Street names can be interpreted as sociolinguistically motivated signs resulting from socio-political conventions of decision-makers who hold power at a given time. As producers of the message, they can take into account the will, sympathy, preferences of the recipients (the majority of the population); similarly, they can take arbitrary decisions, not agreed by voters, but through which to convey an intention, a signal capable of shaping people’s thinking and behaviour patterns. A hodonym arouses in the mind of the receiver a number of semiotic judgments, of interpretations. The correct decoding of the semantic content depends on people’s level of education, in-depth information, and general culture.
The act of choosing street names and public squares according to the hierarchs of the churches represents a common strategy in the contemporary Romanian microtoponymic landscape. Thus, promoting and producing hodonyms based on illustrious cultural and religious figures from one’s nation represents an act of piety in memory of the famous forerunners, a way of homage and anchoring them in history.

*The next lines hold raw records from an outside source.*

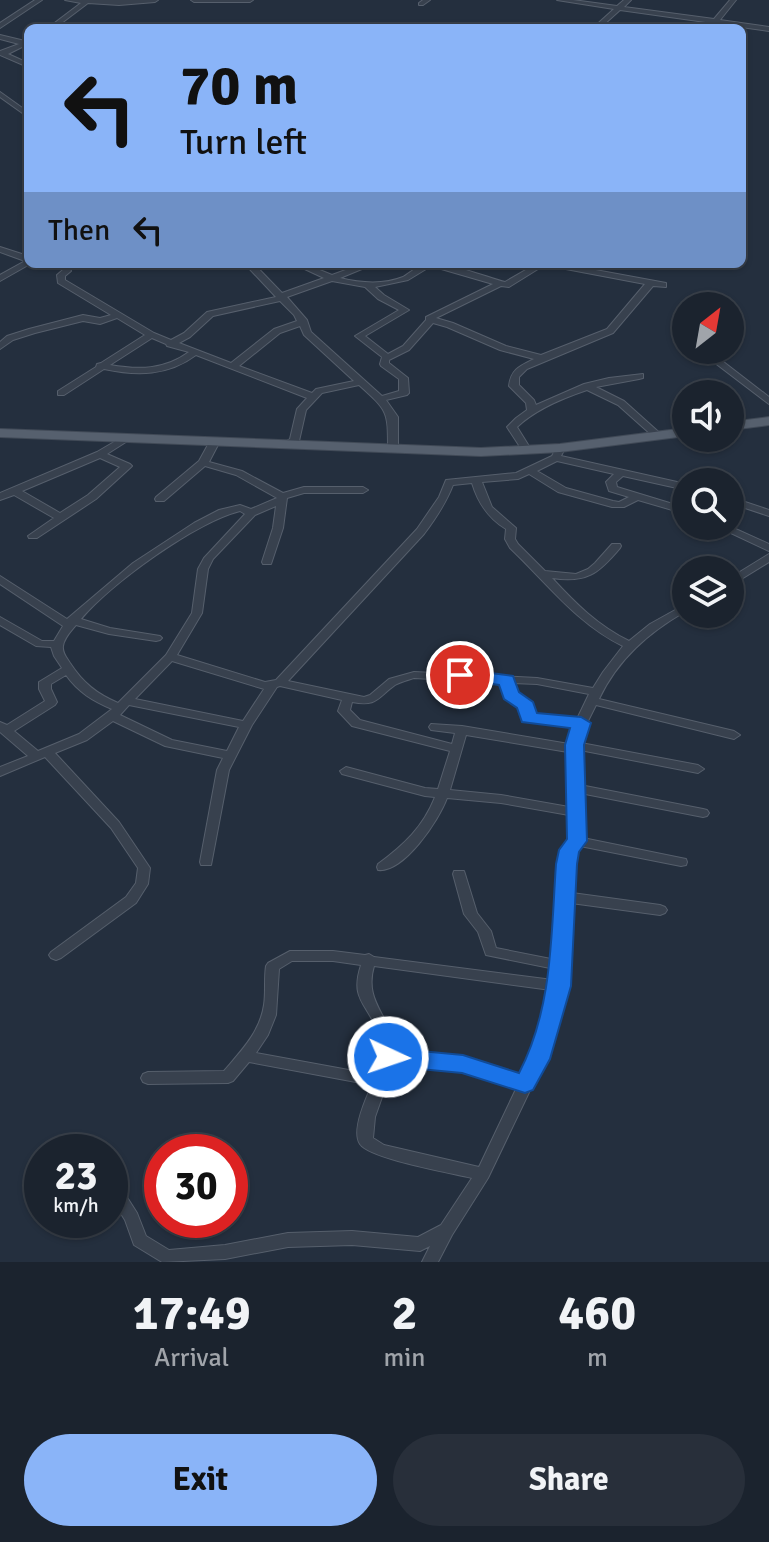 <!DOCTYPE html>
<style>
body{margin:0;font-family:Signika,sans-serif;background:#282f3a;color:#f1f3f6;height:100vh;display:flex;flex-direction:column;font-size:30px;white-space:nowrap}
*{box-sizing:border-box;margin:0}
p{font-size:26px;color:#a0a4aa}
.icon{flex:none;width:44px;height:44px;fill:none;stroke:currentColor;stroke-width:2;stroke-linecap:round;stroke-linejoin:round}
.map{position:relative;height:1262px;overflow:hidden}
.details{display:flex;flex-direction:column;background:#1b232e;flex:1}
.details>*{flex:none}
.hud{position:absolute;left:24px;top:24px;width:722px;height:244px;border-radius:12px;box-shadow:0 2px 6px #0004,0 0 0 2px #39404a;background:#8ab4f8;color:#111;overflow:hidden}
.needle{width:52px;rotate:31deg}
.controls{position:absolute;left:672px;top:292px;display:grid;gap:16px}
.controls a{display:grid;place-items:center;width:72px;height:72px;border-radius:50%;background:#1b232e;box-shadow:0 2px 6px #0004,0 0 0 2px #39404a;font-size:40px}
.speed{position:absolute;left:24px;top:1134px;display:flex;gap:16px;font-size:40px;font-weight:700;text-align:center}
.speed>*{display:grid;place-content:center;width:104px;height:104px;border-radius:50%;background:#1b232e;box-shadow:0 2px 6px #0004,0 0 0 2px #39404a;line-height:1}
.speed small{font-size:20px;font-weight:400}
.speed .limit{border:12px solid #d22;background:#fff;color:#111}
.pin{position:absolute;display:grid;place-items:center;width:68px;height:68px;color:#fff;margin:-34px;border:4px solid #fff;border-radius:50%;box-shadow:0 2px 8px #0007}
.me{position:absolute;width:88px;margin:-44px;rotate:93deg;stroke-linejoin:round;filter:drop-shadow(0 0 6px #0008)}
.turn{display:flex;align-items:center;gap:28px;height:168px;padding:0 24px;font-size:36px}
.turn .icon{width:104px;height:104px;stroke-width:2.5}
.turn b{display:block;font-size:56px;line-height:68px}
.then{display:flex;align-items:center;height:76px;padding:0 24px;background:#0003;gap:16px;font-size:30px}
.eta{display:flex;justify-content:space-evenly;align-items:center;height:136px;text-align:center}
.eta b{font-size:48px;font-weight:700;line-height:56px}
.cta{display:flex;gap:16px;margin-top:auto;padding:16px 24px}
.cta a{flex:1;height:92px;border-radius:48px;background:#8ab4f8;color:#111;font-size:32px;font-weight:700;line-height:92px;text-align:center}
.cta a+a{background:#282f3a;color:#f1f3f6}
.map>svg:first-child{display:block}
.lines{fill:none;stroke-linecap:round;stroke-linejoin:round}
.minor-casing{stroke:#565f6c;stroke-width:2}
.primary-casing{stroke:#414a57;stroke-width:2}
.minor{fill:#38414e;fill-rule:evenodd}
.primary{fill:#56606e;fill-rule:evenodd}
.route{fill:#1a73e8;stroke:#114b97;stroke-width:2}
</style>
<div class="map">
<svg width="769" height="1262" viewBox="0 0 769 1262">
<rect width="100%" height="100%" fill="#242f3e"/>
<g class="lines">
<defs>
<path id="minor" d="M35 0H42L0 28V23Z
M65 0H158L155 2 119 5 88 3 55 28H48L81 3Z
M191 0H253L250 2H194Z
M423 0H430L423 5H419V3Z
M557 0H573L617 6 624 0H631L624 7 714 19 730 0H736L720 20 769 27V31L620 10 600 28H593L614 9Z
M158 24 161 26 160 28H154Z
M0 35 25 41 28 40V44L8 54 28 63V67L0 55V51L19 44 0 39Z
M0 92 28 112V117L0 97Z
M0 247 28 256V264H30L0 281V275L25 261 0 252Z
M245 264H254L282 293 324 278 294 264H305L332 275 362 264H374L340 278C360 283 383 285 403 277 410 273 417 266 425 264 443 260 486 277 505 282L536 264H563L666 283V287L653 286 613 333 527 369 519 377V385L534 400 536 405 584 384 609 378 643 374V378L639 379 596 387 624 401 663 436 661 438H655L618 405 587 390C563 398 536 409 517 427L532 451 530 453H524L507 427 516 418 527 410 526 403 509 386C511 369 520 366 534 359L500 350 447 327 433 323 409 350 389 360V363L408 378 409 393 407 395 386 400 398 417V449L393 452 388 449C388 411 388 411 359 385L322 393 306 410 299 441 287 447 282 444 290 439 297 409 307 398 196 355C168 376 137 376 104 369L64 395H58V391L96 367 97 364 101 363 145 335 117 318 100 324 83 321 35 333 13 340 0 349V342L7 336 29 329 83 315 100 318 111 315 58 283 57 275 64 269H70L71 271 65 276V280L154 333 171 340 184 333 207 312 276 297ZM546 264 550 266 645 284 607 329 541 355 506 346 453 323 436 318 501 286 509 287ZM431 266 493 284 426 317V320L403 346 388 354 365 336 409 310 384 295 375 287 408 280ZM332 281 365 287 378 299 399 310 355 336 382 357 380 364 381 366 399 379V391L382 396 311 332 307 320 287 297ZM280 301 294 315 297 321 274 329 231 363 179 343 190 337 213 316ZM300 326 304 335 354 381 316 389 312 393 239 366 280 333ZM152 338 166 344 167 346 189 352C164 370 139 370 110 365Z
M625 264H643L645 266 641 268Z
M698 350H708L769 397V404Z
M126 435 131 438 129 440 107 454 130 464 132 466 130 468 96 499 37 538H29L28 536 54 518 14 495 0 500V493L97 452ZM100 458 120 467 88 495 60 513 22 491Z
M215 438 220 441 209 462 242 471 283 493 304 487H363L368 490 363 493H304L287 498 283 528 271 564H263L262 562 273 528 276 506 255 515 213 559 208 569 202 613 177 655 265 682 276 680 417 529 439 497 446 480 516 473 552 456 557 446 560 445 565 448 561 456 686 484V490L623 476 616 482 617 487 686 508V514L638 500 624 507H612L558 492 529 474 518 479 482 482 492 507 516 528 515 539 518 544 545 571 576 574 588 569 595 563 612 544H620L621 546 620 548C598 574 587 583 552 578 575 603 598 626 629 641L650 624 686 604V611C648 633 618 659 599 699L734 731 740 735 734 739 596 705 585 727 581 743 698 765 704 769 698 773 580 750V785L703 809 707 810 709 813 707 816 703 817 580 793 583 838 681 858 686 859 687 862 686 865 681 866 580 846C569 858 572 878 572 893L660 905 665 907 667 910 665 913 660 915 571 903 570 966 559 1018 545 1059 488 1178 452 1235 438 1262H422L430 1246 420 1251 352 1245 288 1247 225 1259 162 1262 134 1245 125 1220 110 1196 111 1178 116 1180 137 1213 146 1236 169 1250 225 1245 288 1233 352 1231 418 1237 441 1225 472 1178C452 1173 370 1159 360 1144 351 1131 366 1098 372 1085L249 1062 233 1081 228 1083 148 1084 143 1082 141 1078 143 1074 148 1072 224 1071C241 1051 260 1032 264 1005 266 992 264 979 266 966L268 963 290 951H333L365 955 369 954 374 957 553 980 555 969 486 955 478 932 464 914 453 874 454 871H464L465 874 477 913 491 931 496 948 556 960 560 864 563 850 571 840 569 815 501 803 447 798C439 820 404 873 378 870L377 867 378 864C404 845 423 827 435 797L425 796 342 774 340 771 346 767 425 788 438 789 450 751 352 726 338 711 342 700 280 686 277 687 252 725 229 770 211 865H201L200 862 217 770 223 758 165 746 113 721 87 740 55 753 119 822 150 868 148 884 136 903 61 958 56 960 51 958 49 955 51 952 126 897 136 883 138 868 111 828 45 757 0 776V767L28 756 0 732V722L7 725 45 701 39 689V682L62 668 54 656 51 647 36 646 0 625V617L42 641H54L63 626 0 584V576L67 619 133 563 194 523 219 510 240 505 251 509 277 498 236 475 205 466 164 501H156L155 499 156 497 199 461 210 441ZM557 461 614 474 606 482 609 491 629 497 619 502 613 501 566 488 537 471ZM472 483C478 503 488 518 506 529L505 539 510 548C547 583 577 624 623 646L603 672 593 688 537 678 414 672 389 679 370 695 364 697 288 681 424 534C436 518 446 503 453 485ZM240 511 245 514 204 558 198 569 192 613 166 655 118 703C97 694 83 683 70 663 67 658 62 653 63 646 64 638 71 631 76 625L109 634 156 641 160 640 162 638 160 636 110 628 81 619C112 583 194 523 240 511ZM172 661 261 688 264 689 243 721 135 699ZM66 675C78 692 93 701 112 709L79 734 38 751 14 731 55 705 57 702 51 689V684ZM414 678 502 683 506 696 521 707 524 721 574 726 569 744 462 726 431 724 429 727 431 730 455 733 452 744 360 720 350 710 352 702C377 707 377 698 395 685 400 682 408 680 414 678ZM513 683 537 684 589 694 577 719 534 715 533 706 515 692ZM129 705 239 727 227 751 172 740 120 715ZM466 735 568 752 569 807 501 795 450 790ZM292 961H333L361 965C350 999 366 1002 377 1030 383 1045 381 1060 376 1075L256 1053 268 1035 276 1015 279 969ZM374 966 551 990C544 1020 536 1049 522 1077L463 1059 395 1052C392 1016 363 1003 374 966ZM394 1063 463 1069 517 1087 479 1167 384 1145 373 1138 375 1117Z
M730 497 769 510V516L730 503Z
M716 526H729L769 544V551Z
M769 554V562L730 586V578Z"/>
<path id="primary" d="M769 417V425L730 430V422Z
M686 428V436L560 452 481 456 0 437V429L481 448 560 444Z"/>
</defs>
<use href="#minor" class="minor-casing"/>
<use href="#primary" class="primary-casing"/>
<use href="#minor" class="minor"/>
<use href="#primary" class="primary"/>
</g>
<path class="route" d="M460 669 513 676 519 692 533 702 537 713 581 717 591 723 584 745 587 841 579 852 577 864 571 986 550 1059 533 1090 525 1093 462 1073 388 1066 379 1063 376 1057 379 1051 388 1048 463 1055 519 1073C553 1008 551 934 556 864L559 850 567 839 565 745 570 728 522 722 517 708 504 699 499 685 454 679 451 675 454 671Z"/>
</svg>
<div class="controls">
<a><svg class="needle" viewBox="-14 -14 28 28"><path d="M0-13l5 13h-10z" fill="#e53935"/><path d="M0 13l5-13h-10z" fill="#a0a4aa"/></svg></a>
<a><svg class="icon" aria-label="sound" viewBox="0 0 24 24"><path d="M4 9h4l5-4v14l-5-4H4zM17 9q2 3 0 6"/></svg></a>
<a><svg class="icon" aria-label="search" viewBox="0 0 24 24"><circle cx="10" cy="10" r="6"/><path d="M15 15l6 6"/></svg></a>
<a><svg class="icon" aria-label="layers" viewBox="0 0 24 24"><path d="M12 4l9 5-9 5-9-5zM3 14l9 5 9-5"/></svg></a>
</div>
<div class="speed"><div>23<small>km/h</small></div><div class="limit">30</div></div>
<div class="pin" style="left:460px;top:675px;background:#d93025"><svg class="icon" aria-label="arrive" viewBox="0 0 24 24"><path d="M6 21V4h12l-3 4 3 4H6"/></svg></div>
<svg class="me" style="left:388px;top:1057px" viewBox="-20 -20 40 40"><circle r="17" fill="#1a73e8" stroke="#fff" stroke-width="3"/><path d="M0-11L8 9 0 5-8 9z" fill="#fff"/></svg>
<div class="hud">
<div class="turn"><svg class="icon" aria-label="left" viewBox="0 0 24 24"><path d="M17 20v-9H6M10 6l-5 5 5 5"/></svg><div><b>70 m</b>Turn left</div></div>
<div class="then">Then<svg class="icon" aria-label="left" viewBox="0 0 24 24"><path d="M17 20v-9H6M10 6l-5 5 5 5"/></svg></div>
</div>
</div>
<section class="details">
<div class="eta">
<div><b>17:49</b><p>Arrival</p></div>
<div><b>2</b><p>min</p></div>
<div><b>460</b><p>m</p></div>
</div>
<div class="cta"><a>Exit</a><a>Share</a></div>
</section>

From a profane perspective, assigning a religious name to a street is similar, keeping the proportions to the religious act of canonization. If a saint is included in religious calendars and, through adoration, is remembered forever, the repetition of a street name validates, from a socio-political perspective, the preservation in memory of important names from various denominations. The simple association of a religious name with a street name connotes the idea of prestige, greatness, importance, even for those who had not been raised to the rank of altars.